- Opening Delimiter -

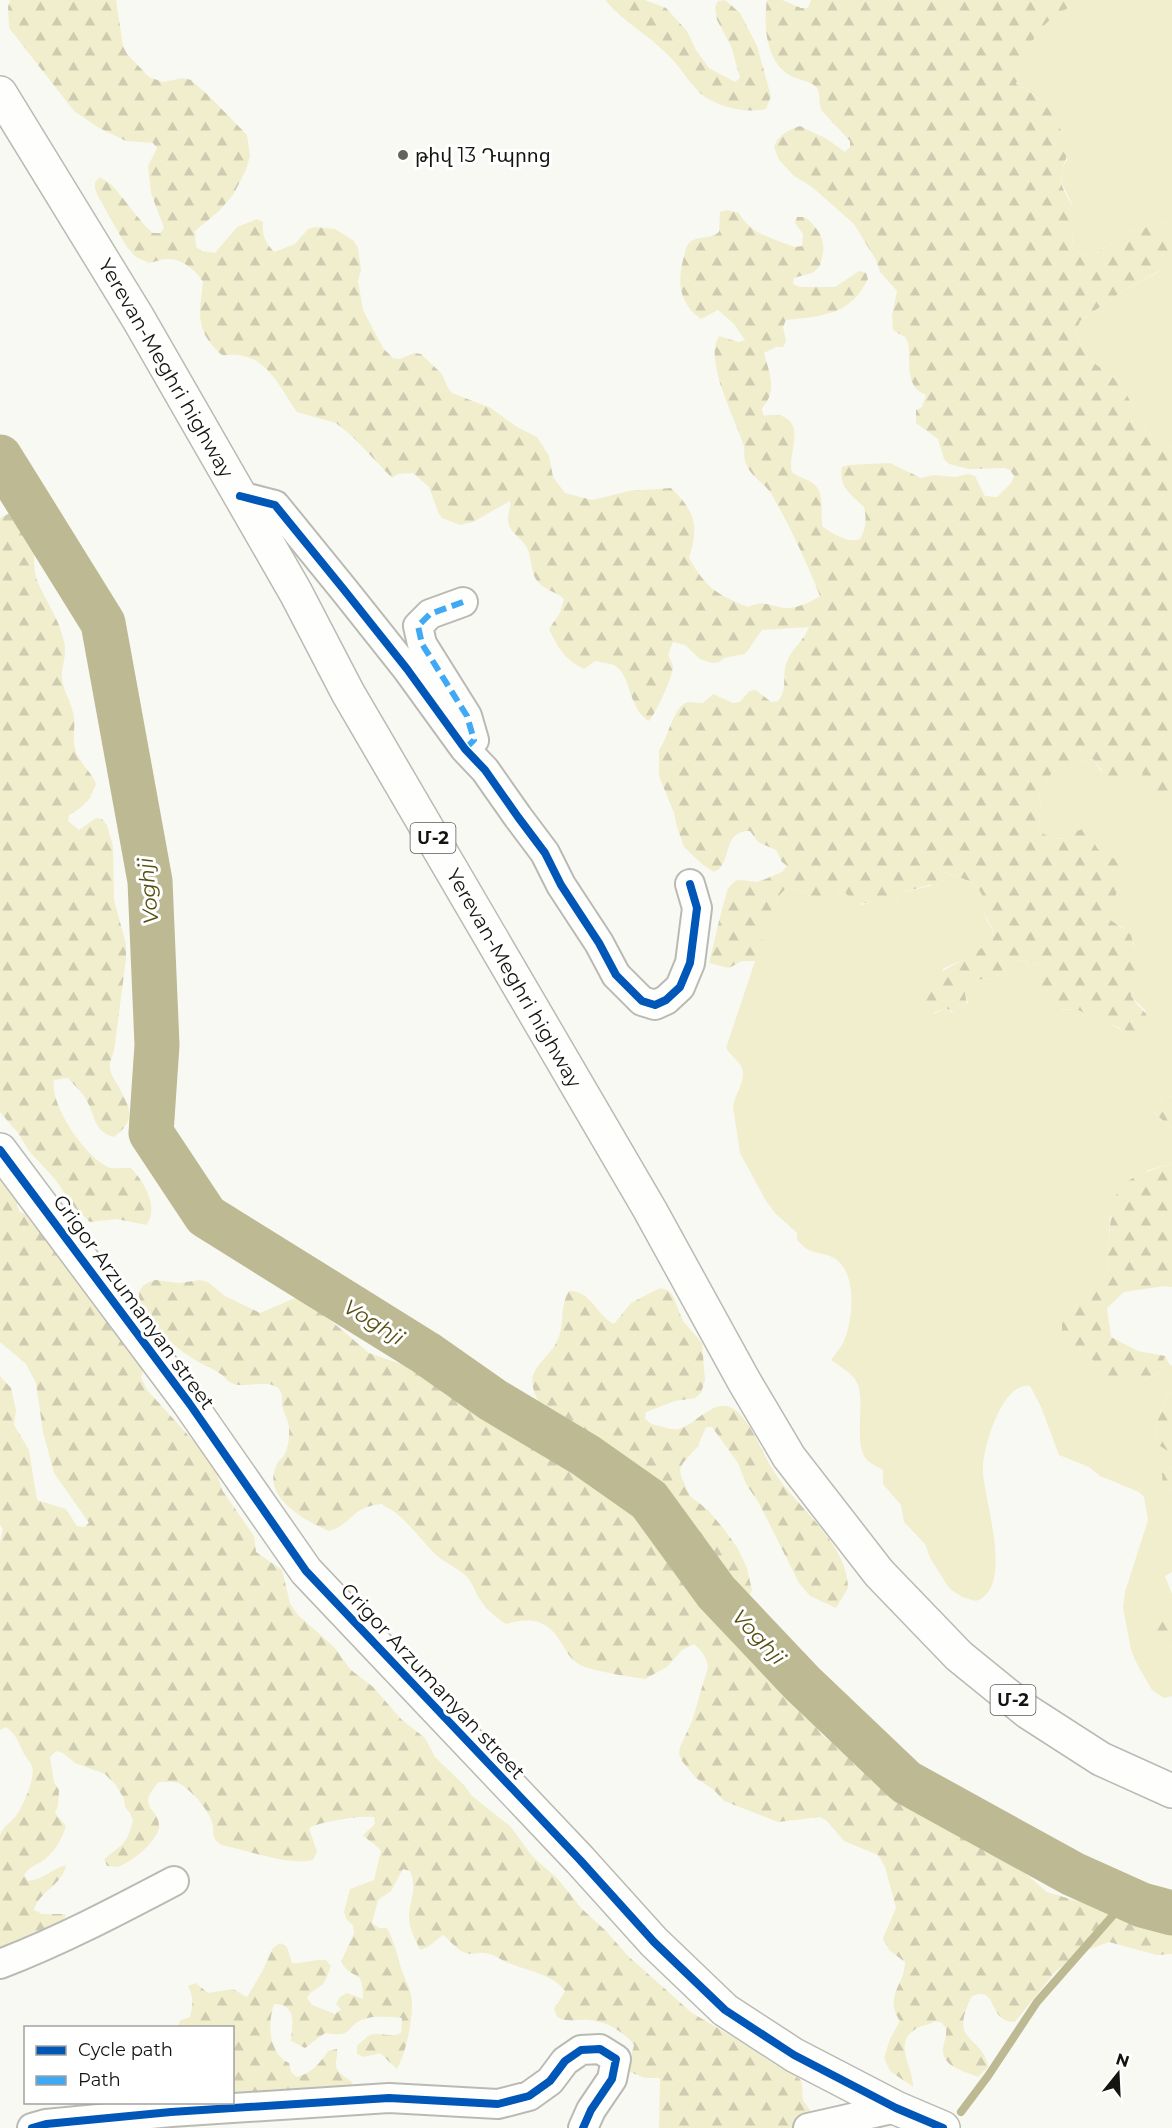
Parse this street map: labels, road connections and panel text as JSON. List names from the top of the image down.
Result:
{
  "streets": {
    "main road": ["Yerevan-Meghri highway", "Մ-2", "Grigor Arzumanyan street"]
  },
  "water": ["Voghji"],
  "places": ["թիվ 13 Դպրոց"],
  "legend": ["Cycle path", "Path"],
  "north": "top"
}
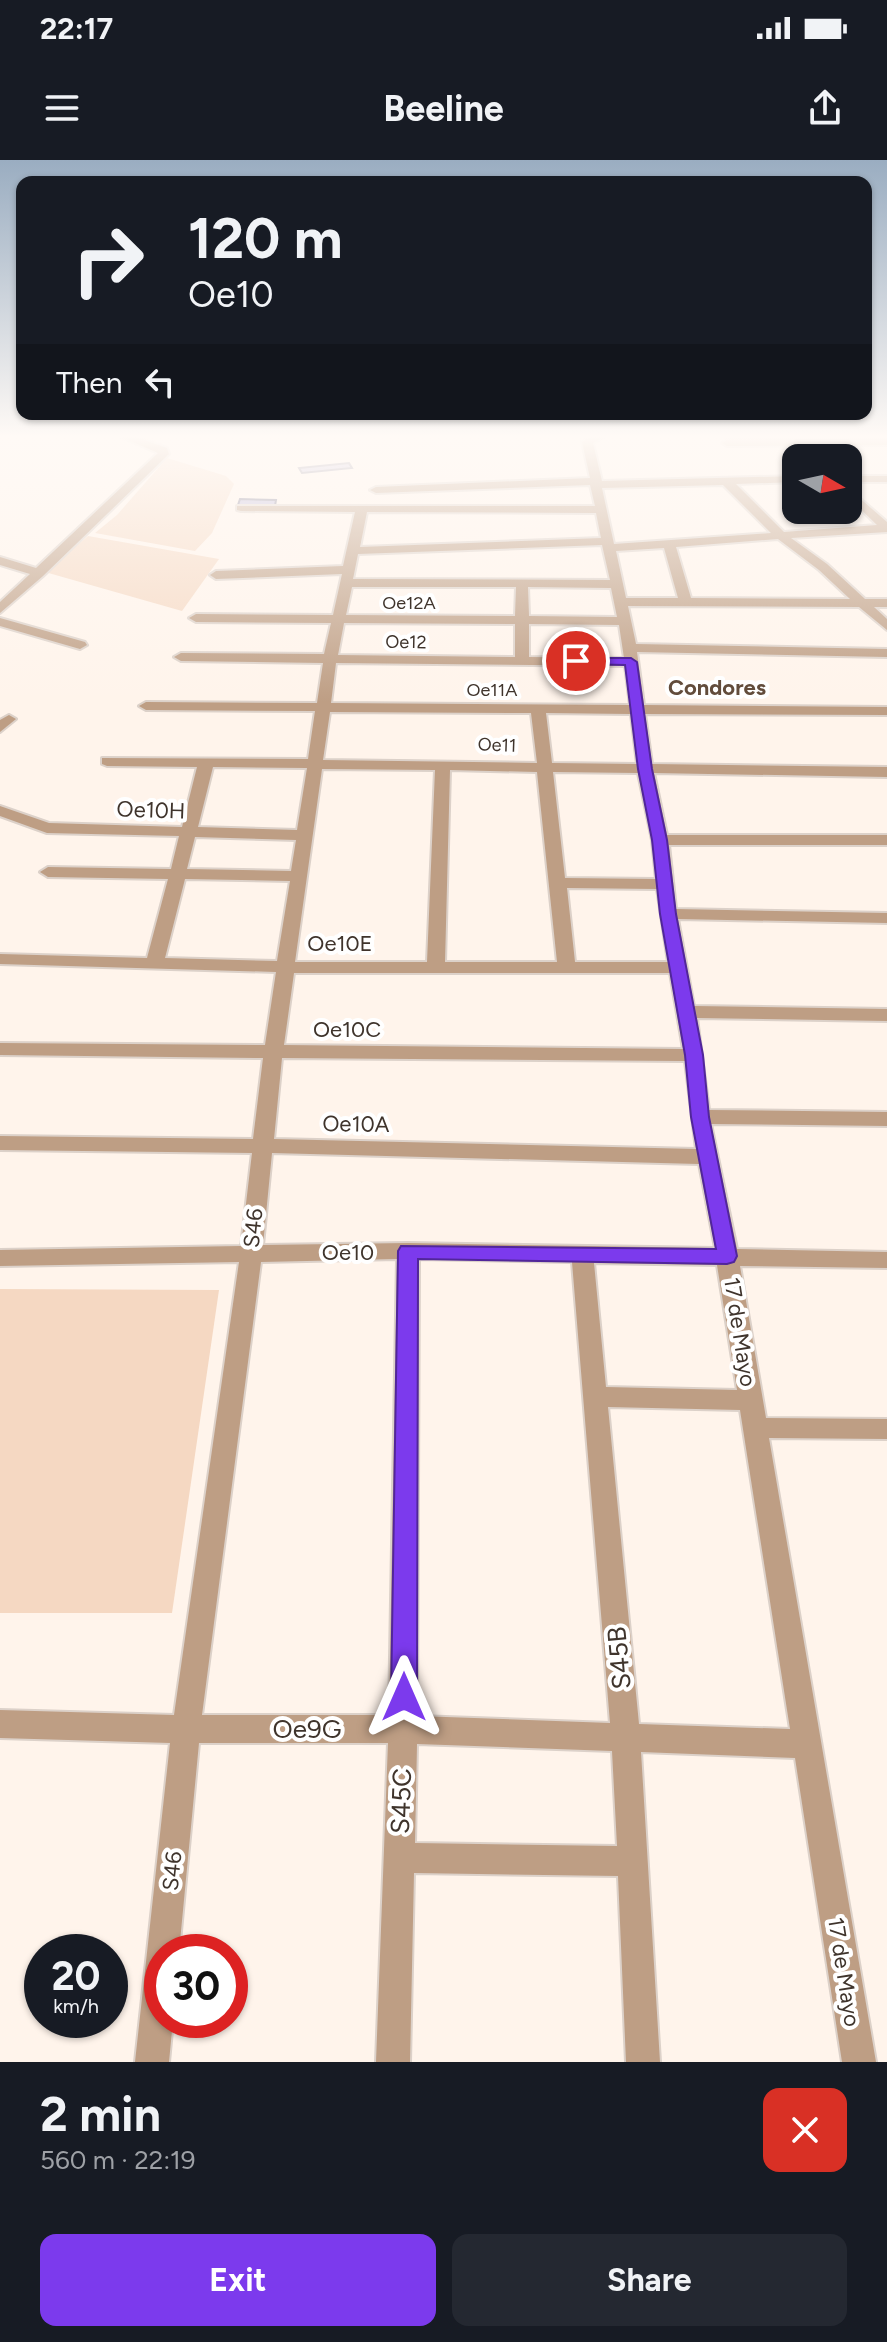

- Closing Delimiter -

## [Task directions]
For this exercise, copy the entries above exactly and skip any picture.

## [Solution to the exercise]
Parse this street map: labels, road connections and panel text as JSON. List names from the top of the image down.
Result:
{
  "streets": {
    "main road": ["Yerevan-Meghri highway", "Մ-2", "Grigor Arzumanyan street"]
  },
  "water": ["Voghji"],
  "places": ["թիվ 13 Դպրոց"],
  "legend": ["Cycle path", "Path"],
  "north": "top"
}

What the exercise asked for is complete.